The FBI’s own laboratories and databases may be little better. Repeated scandals about shoddy practices have arisen since 1997. In April, CBS news reported that an FBI scientist had admitted giving false expert testimony about bullet analysis. Another employee resigned while under investigation for mishandling DNA tests. And the Houston crime lab has been barred from sending any more DNA samples to the FBI registry. Concerned about the pervasiveness of such problems, former Illinois Gov. George Ryan placed a moratorium on executions in his state. Other states have followed suit or moved in that direction (in North Carolina, the Senate supported the move, but the House didn’t).
A report cited by the ACLU notes that this year, Florida released its 23rd innocent man from death row. But according to no less an authority than the U.S. Supreme Court, mere innocence may not be sufficient to stay the executioner’s hand. In Herrera v. Collins, the court found: “In any system of criminal justice, ‘innocence’ or ‘guilt’ must be determined in some sort of a judicial proceeding. Petitioner’s showing of innocence, and indeed his constitutional claim for relief based upon that showing, must be evaluated in the light of the previous proceedings.”

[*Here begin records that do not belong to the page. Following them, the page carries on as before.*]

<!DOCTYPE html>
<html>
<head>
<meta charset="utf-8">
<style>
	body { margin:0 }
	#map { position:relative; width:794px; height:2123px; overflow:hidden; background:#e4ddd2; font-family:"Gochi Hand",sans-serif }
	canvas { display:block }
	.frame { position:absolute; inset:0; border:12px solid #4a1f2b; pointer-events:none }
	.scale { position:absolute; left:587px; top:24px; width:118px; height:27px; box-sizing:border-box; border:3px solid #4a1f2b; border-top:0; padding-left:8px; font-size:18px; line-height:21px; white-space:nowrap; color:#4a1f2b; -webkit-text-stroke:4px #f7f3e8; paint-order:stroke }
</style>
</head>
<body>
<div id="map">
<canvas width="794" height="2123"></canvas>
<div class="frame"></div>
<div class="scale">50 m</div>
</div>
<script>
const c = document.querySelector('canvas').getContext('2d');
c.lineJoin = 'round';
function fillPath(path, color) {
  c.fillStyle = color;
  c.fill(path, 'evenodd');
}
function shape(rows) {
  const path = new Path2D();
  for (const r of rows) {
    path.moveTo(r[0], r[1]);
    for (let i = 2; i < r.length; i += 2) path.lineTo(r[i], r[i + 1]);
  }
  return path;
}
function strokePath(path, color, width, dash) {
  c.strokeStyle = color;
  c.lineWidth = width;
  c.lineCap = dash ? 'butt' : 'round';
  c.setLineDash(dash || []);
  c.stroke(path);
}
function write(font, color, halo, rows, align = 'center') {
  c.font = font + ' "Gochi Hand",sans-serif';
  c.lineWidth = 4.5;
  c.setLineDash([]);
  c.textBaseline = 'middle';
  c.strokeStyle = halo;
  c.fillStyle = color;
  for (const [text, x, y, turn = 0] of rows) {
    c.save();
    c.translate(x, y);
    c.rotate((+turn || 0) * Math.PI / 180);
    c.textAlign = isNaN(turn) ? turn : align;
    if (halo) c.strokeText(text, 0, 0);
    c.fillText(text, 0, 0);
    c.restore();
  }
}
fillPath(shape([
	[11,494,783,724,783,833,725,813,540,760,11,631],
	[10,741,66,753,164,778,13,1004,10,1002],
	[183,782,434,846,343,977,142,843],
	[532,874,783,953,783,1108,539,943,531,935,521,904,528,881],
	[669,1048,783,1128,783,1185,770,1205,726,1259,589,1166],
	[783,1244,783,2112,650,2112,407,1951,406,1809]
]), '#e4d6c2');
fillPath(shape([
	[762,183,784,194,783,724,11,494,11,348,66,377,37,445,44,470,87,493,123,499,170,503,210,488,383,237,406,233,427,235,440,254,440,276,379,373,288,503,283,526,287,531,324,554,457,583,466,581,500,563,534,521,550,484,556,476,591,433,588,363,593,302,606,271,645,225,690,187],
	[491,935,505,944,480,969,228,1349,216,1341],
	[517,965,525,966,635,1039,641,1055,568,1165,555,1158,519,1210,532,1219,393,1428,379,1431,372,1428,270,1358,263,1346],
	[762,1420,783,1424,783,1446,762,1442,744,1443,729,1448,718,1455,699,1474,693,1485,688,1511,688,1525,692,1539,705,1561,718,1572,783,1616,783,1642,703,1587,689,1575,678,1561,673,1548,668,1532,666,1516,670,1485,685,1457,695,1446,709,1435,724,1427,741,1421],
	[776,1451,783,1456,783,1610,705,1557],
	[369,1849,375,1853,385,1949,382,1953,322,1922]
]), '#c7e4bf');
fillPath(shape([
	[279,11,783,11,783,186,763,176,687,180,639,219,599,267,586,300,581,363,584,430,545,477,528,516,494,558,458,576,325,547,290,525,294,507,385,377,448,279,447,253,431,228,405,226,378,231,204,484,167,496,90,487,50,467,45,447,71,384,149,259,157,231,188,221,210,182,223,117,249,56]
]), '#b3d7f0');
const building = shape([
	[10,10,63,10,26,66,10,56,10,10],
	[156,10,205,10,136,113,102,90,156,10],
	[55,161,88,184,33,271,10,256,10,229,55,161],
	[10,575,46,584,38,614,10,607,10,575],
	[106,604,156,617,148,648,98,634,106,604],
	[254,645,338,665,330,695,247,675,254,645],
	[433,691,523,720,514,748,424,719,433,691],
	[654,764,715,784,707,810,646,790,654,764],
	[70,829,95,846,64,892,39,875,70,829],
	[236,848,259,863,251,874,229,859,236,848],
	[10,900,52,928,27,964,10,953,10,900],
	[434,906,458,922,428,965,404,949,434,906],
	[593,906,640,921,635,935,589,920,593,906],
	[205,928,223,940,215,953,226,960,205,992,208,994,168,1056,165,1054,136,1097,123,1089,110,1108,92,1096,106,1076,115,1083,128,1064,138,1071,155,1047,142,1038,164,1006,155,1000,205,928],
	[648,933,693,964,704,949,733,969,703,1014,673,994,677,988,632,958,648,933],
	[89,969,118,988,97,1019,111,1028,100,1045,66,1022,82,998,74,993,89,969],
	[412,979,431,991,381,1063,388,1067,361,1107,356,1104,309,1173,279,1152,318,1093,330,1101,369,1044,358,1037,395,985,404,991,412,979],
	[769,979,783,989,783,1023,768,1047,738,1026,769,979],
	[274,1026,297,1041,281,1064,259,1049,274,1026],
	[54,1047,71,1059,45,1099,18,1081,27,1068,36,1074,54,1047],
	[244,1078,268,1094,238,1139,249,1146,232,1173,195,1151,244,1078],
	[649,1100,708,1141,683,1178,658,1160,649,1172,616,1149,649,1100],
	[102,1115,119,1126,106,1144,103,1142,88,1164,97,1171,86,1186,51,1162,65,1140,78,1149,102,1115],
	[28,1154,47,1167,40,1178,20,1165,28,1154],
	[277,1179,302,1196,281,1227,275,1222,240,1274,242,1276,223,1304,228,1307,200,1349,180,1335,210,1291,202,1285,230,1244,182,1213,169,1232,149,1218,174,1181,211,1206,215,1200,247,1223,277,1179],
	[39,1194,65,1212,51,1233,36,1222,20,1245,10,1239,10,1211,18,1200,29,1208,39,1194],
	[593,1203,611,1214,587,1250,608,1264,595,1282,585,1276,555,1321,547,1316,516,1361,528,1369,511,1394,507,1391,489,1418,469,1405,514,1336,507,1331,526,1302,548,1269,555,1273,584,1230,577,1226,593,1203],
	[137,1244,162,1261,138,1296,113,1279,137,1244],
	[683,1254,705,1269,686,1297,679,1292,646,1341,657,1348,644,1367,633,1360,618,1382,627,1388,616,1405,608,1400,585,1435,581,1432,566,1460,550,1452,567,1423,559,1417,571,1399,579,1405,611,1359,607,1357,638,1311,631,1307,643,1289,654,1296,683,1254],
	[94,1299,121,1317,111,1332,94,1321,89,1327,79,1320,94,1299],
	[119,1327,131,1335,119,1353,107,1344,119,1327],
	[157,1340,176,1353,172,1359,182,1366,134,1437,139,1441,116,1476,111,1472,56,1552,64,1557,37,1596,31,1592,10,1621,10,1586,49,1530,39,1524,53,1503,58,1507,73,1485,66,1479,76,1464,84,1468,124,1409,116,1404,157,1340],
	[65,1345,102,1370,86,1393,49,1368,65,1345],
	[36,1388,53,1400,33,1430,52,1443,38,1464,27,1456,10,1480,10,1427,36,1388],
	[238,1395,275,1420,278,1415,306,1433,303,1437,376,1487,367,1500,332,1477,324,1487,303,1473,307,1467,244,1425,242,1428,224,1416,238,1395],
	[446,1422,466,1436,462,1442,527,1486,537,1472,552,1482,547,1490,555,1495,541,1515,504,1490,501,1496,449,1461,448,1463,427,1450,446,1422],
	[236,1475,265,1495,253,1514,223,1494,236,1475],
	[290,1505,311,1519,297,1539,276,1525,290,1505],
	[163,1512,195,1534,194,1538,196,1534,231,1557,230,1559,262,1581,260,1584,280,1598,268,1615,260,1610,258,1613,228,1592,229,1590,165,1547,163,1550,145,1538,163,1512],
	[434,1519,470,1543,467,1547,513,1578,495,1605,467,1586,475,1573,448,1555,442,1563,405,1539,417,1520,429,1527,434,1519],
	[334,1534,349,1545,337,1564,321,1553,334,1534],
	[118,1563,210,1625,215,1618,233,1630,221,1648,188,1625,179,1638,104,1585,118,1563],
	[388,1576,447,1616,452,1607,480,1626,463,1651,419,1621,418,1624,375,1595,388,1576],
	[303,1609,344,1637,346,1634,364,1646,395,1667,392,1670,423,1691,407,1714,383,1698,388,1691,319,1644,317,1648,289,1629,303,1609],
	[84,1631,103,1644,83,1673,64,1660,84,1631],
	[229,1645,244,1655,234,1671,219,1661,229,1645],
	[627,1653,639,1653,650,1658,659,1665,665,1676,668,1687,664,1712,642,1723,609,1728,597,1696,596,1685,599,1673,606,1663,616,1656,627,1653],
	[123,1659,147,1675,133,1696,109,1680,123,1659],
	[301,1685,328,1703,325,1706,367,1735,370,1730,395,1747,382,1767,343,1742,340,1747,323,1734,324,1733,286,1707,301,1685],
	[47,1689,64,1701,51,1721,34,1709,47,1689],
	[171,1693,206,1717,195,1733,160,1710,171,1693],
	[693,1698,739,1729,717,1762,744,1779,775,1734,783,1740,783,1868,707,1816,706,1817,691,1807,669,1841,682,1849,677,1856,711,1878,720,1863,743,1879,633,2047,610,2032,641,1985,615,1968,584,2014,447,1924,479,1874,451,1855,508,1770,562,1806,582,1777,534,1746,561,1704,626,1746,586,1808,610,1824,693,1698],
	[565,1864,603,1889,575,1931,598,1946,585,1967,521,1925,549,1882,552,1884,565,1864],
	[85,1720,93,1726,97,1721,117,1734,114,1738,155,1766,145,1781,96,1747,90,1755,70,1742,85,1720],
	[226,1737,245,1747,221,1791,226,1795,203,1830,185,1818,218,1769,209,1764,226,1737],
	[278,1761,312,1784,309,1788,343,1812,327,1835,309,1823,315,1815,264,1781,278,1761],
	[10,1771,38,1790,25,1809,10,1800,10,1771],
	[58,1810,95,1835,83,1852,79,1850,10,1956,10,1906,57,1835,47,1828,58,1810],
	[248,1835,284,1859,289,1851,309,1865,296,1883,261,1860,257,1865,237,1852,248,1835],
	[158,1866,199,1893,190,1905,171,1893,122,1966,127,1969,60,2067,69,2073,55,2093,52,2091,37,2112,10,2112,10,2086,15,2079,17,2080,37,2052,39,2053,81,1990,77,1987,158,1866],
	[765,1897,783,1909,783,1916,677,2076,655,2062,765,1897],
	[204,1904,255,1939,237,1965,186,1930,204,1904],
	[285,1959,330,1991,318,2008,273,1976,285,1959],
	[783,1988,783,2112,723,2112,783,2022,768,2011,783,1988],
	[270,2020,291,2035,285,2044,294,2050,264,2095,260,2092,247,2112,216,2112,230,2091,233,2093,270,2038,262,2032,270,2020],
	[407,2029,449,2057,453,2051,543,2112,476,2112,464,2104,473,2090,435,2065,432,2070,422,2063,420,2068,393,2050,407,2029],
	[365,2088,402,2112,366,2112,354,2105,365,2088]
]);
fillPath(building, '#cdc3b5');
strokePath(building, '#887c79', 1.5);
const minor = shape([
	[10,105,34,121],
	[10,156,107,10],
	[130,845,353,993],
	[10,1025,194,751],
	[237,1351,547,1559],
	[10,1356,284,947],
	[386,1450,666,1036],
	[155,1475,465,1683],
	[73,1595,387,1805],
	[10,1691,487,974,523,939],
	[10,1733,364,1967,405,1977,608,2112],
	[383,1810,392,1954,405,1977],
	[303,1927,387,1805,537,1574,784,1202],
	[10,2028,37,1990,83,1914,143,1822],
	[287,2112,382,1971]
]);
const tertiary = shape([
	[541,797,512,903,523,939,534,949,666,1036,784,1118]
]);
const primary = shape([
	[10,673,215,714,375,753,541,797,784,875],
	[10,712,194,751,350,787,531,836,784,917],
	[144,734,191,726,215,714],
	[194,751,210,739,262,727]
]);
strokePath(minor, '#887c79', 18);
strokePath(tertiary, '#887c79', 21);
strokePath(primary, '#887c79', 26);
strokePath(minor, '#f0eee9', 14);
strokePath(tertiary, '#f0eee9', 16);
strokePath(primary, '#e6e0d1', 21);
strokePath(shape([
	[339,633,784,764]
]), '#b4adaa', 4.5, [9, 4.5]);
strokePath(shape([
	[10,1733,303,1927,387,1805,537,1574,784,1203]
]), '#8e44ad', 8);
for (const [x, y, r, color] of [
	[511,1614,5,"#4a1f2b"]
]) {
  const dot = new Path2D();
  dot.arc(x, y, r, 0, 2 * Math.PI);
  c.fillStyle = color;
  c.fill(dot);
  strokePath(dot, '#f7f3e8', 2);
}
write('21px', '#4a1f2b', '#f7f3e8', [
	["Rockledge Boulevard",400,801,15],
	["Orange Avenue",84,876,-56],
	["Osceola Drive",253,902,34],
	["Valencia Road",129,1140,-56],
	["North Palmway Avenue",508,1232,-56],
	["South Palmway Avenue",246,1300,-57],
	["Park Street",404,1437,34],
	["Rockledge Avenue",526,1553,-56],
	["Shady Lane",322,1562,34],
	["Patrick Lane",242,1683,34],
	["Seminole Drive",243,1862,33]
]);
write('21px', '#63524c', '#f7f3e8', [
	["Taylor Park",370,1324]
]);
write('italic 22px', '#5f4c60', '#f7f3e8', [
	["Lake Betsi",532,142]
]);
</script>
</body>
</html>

In other words, for legal purposes, it’s the outcome of the due process game, rather than actual fact, that determines innocence. Justice Harry Blackmun closed his dissenting opinion with the memorable line, “The execution of a person who can show that he is innocent comes perilously close to simple murder.” The court told Leonel Torres Herrera that he’d have to ask for executive clemency, taking his evidence of innocence to the governor.
Herrera was executed on May 12, 1993. Gov. George W. Bush evidently believed in the infallibility of the Texas criminal-justice system: He granted no clemencies, and more than 150 people were executed during his terms in office.
All these examples, moreover, are drawn from the small fraction of criminal cases that ever goes to trial, because those are the ones in which records were kept. But how likely is it that such affronts to common decency occur only when someone’s taking notes? What about the back-hall and jailhouse chats? So I’m left not knowing what it means when I hear that someone copped a plea. Was it an admission of actual guilt? Or was it the capitulation of an innocent person to a system that can knowingly punish and may even kill without regard for truth?
And if I’m called into that room for potential jurors and have to swear on the Bible to tell the truth, the court won’t like what I have to say. Because our hallowed rule of law has proved itself as corruptible as any other. And with all due respect to the judge and to every man, woman and child who comes before the court, I simply won’t agree to bargain down truth to due process.
[Michael Hopping is a self-employed carpenter and furniture maker who lives in the Riceville area. Before retiring from medicine in 2001, he was medical director at the Blue Ridge Center in Asheville.]